Mostly it is due to having a smaller look up table. Which means you can get away with a smaller TCAM, which leads to a smaller heat load, which leads to greater port density / throughput / cheaper.
As I understand it (and I really don’t), MPLS labels are exact-match whereas IP routing is longest-prefix. Even though modern routers don’t have much trouble with it, IPv4 is still harder than MPLS and IPv6 is awkward due to the sheer number of bits that need checking.
For a router to route (normal destination-based routing), it has to pick out the destination IPv4 address in the packet. It’s at a standard offset – simple for an ASIC to do. Now have that same router support IPv6 as well. Now it has to classify the packet and look at the particular offset, depending on the packet.
Now take that same IPv4 packet and slap on the 32bit MPLS label. The router looks at offset 0. Stack on a second label – still offset 0. Encapsulate an IPv6 packet, and it’s still at offset 0.
Make sense? That’s how I think about it (not being an EE and never having designed router hardware)
If you have any specific questions let me know. I think ISIS or I.S,I.S is fine, actually the latter sounds a little pretentious even if its correct 
The RFCs are usually less snore-inducing than the Cisco Press books.
+1 for that book. I used it as well during my studies and found it to be a great resource.
You are 100% correct, however, RFCs are reference documents and are entirely too obtuse for someone hoping to learn a technology.
I’ve never thought of reading the RFC, but, having read a lot on MPLS and labbed it a bit, it is definitely nice to go back to the source and see where the gaps are in my knowledge.
VRFs can be used independently of MPLS. See VRF-lite (essentially just multiple independent routing tables)
MPLS can also be used without VRFs too.
This. MPLS is the concept of forwarding packets based on a Label, and not performing a lookup in the RIB, for every packet.
You’re right, I was just trying to keep things as simple as possible while trying to explain the big topic, and depending on what environment they’ve got running. I’ve edited it to try and give a bit more context.
Yes and no–it…depends. For example, in almost all of my buildings, I run Catalyst 6509s. To get the routing tables I want in some of them, we have to get supervisor blades that are way more expensive because of the needed memory. If I want the Internet Routing table to exist on some of them (our arena, for example, because vendors bring in things that they don’t want sitting behind my firewall), it gets even more expensive.
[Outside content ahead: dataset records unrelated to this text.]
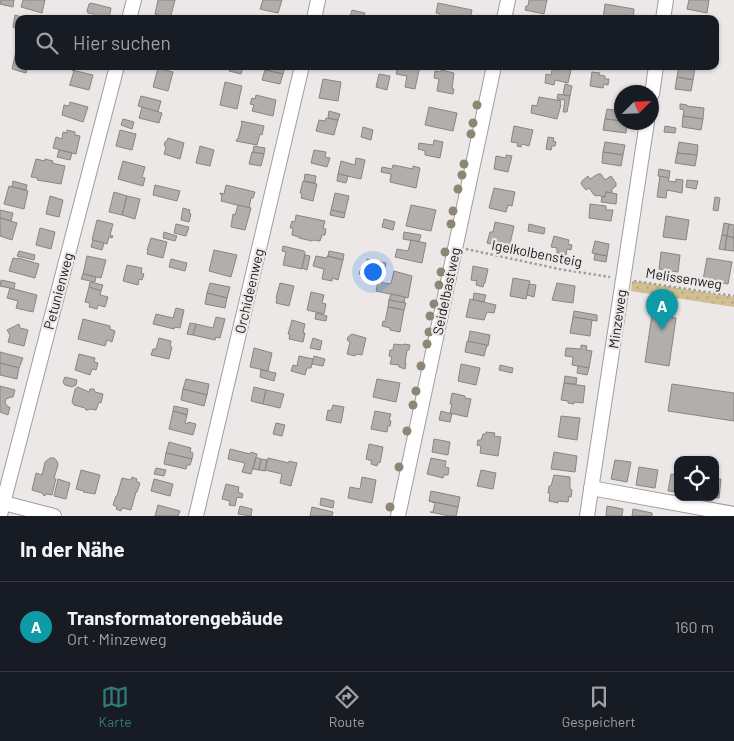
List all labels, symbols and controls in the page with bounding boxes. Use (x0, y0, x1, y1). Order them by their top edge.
search box (15, 15, 719, 70)
icon: search (33, 29, 61, 57)
text: Hier suchen (73, 31, 171, 54)
north arrow (614, 85, 659, 130)
street label: Igelkolbensteig (490, 236, 584, 270)
street label: Seidelbastweg (428, 246, 464, 336)
street label: Orchideenweg (231, 247, 267, 335)
street label: Petunienweg (40, 251, 76, 331)
your location (360, 259, 386, 285)
street label: Melissenweg (645, 264, 723, 292)
street label: Minzeweg (604, 288, 630, 350)
pin: A (646, 289, 678, 330)
map controls (674, 456, 719, 501)
button: locate (674, 456, 719, 501)
text: In der Nähe (20, 536, 125, 561)
text: Transformatorengebäude (67, 606, 283, 629)
text: A (31, 617, 41, 636)
text: 160 m (675, 617, 714, 636)
text: Ort · Minzeweg (67, 629, 167, 648)
tab: Karte (98, 683, 132, 730)
tab: Route (329, 683, 365, 730)
tab: Gespeichert (562, 683, 636, 730)

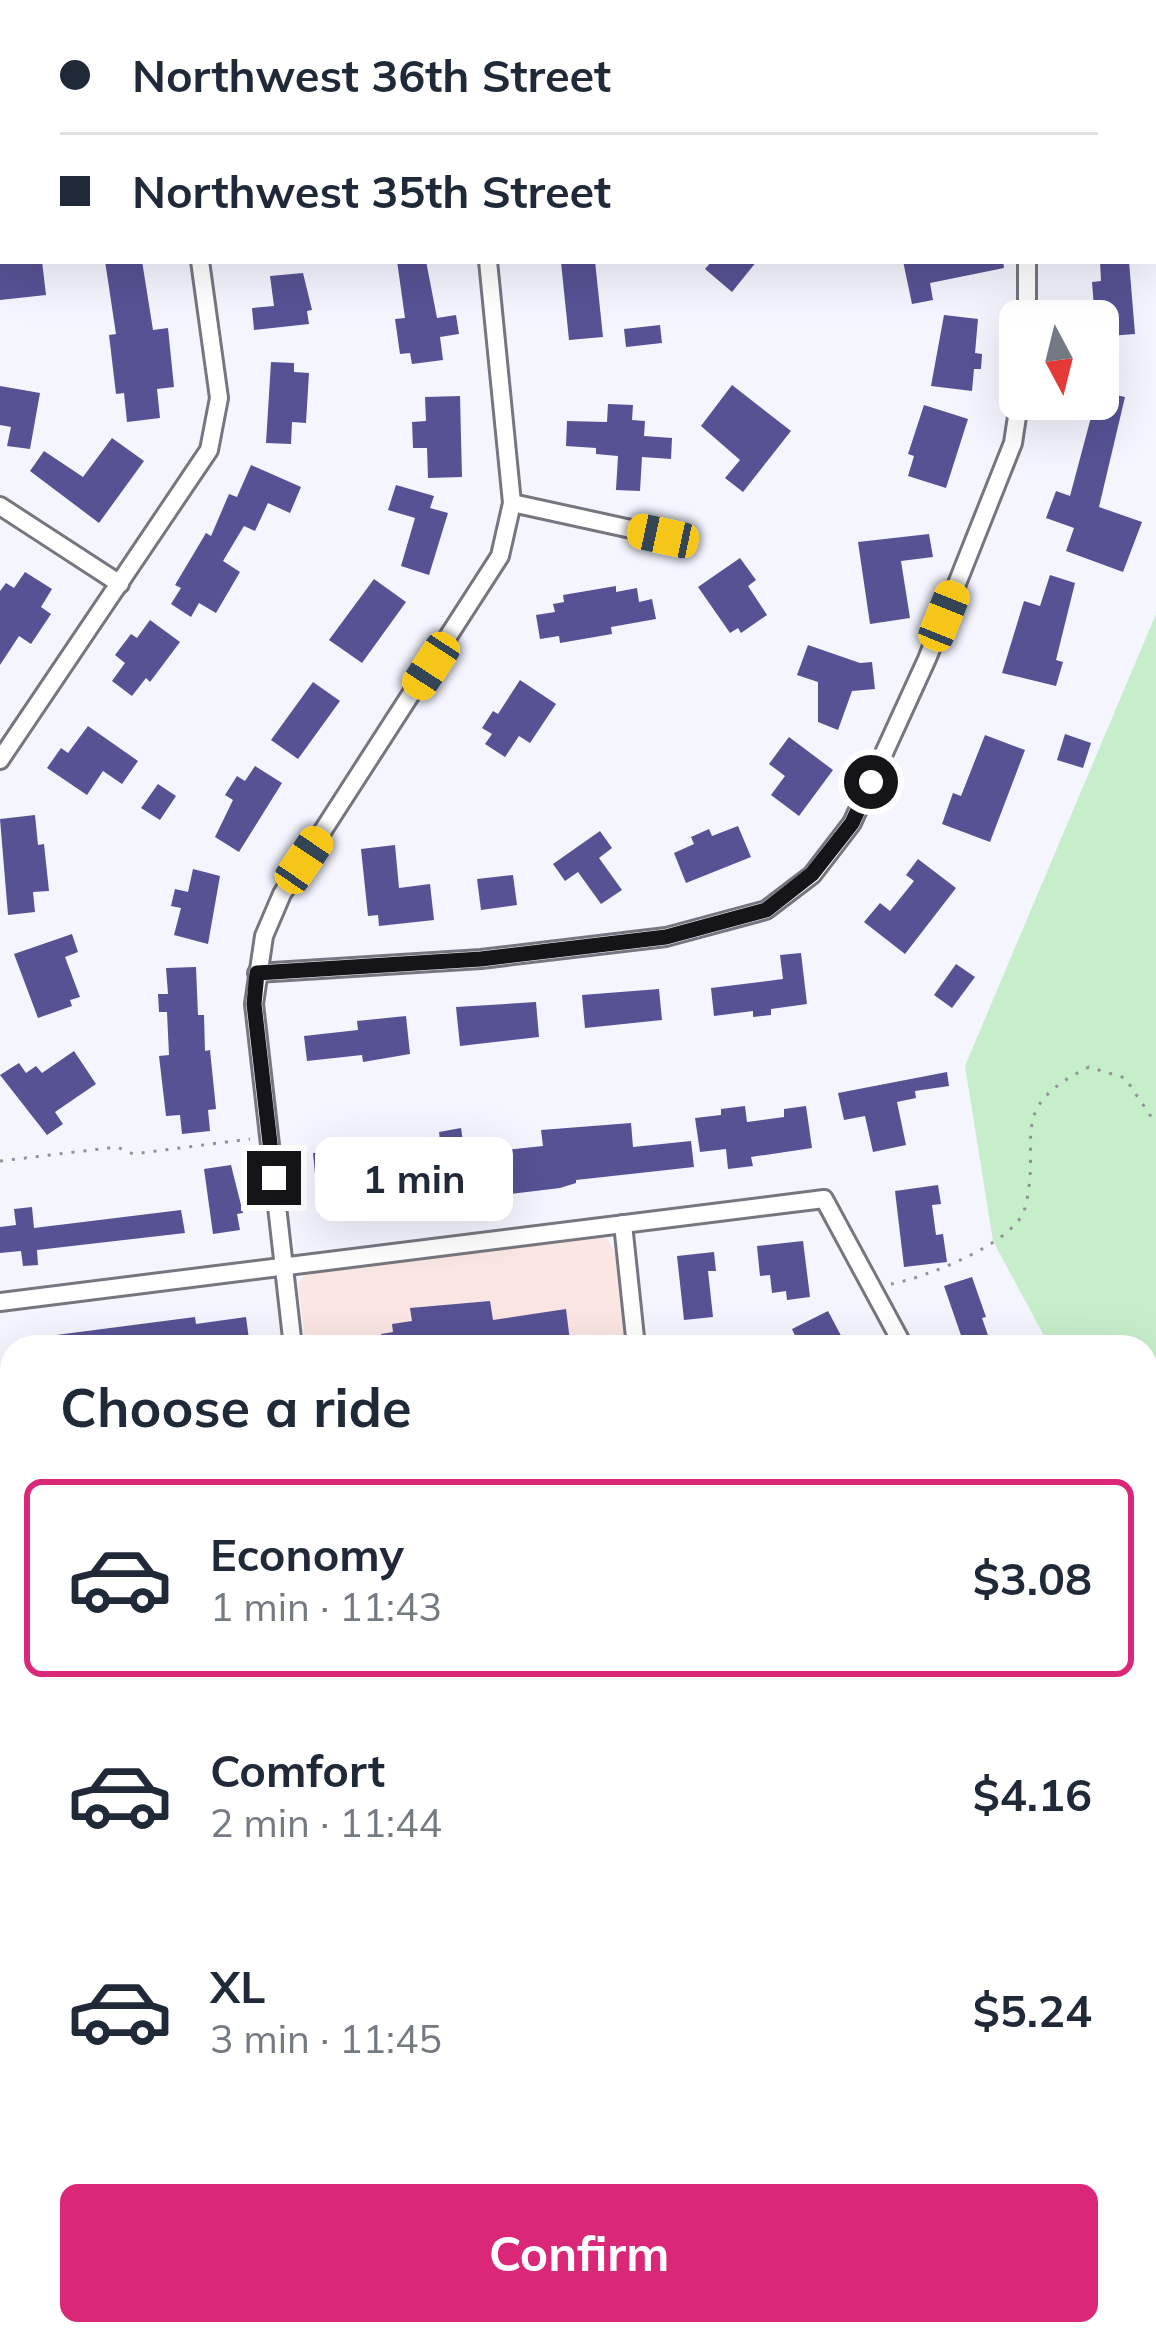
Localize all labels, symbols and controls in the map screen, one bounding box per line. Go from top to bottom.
text: Northwest 36th Street [132,47,611,103]
text: Northwest 35th Street [132,163,611,219]
north arrow [999,300,1119,420]
map controls [999,300,1119,420]
car [624,511,702,561]
car [914,576,974,656]
car [396,626,466,706]
route start [844,755,898,809]
car [269,820,339,900]
callout: 1 min [316,1136,514,1220]
route end [247,1151,301,1205]
text: 1 min [363,1154,465,1203]
text: Choose a ride [60,1373,412,1441]
icon: car [66,1524,174,1632]
text: Economy [210,1526,404,1582]
text: $3.08 [973,1550,1092,1606]
text: 1 min · 11:43 [210,1582,442,1631]
icon: car [66,1740,174,1848]
text: Comfort [210,1742,385,1798]
text: $4.16 [973,1766,1092,1822]
text: 2 min · 11:44 [210,1798,442,1847]
icon: car [66,1956,174,2064]
text: XL [210,1958,265,2014]
text: $5.24 [973,1982,1092,2038]
text: 3 min · 11:45 [210,2014,442,2063]
button: Confirm [60,2184,1098,2322]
Also, some routers aren’t MPLS capable, like an 1841. So you’d have to replace them, or put in a layer three link from that router to an MPLS router and redistribute routes accordingly.
In short, it’s a licensing cost and a change in hardware. A 2960 running fiber back from an ASA costs significantly less (depending on how far back the line has to go) than the upgrade to the 6509.
As other people in the thread have said, and will say, there is MUCH MORE TO MPLS than what I’ve said. Read the books, learn about how the labels work, how things like redundant links will affect the MPLS network, check out the RFC Standard (what better way to get information than to read the standard it comes from?), etc. etc… My overview was a very, very, very, very basic one.
Right, that’s fine and what I was already thinking. I’m just stuck on the tunnel aspect of it. Assuming I wanted to have full-mesh rather than hub-and-spoke communication, how would I configure the tunnel? Would it be some point-to-point (and I’d need to make lots of them), point-to-multipoint, or is there some better way?
I can imagine running something like an encrypted DMVPN on top of the MPLS connection but maybe there’s a better way?
You could also mention resiliency - a connection implemented over MPLS is likely to have multiple physical paths between the LERs involved in the VPN, whereas a dedicated bit of fibre has a single point of failure, and can be cut. Even a setup with primary/secondary fibre paths has two points of failure.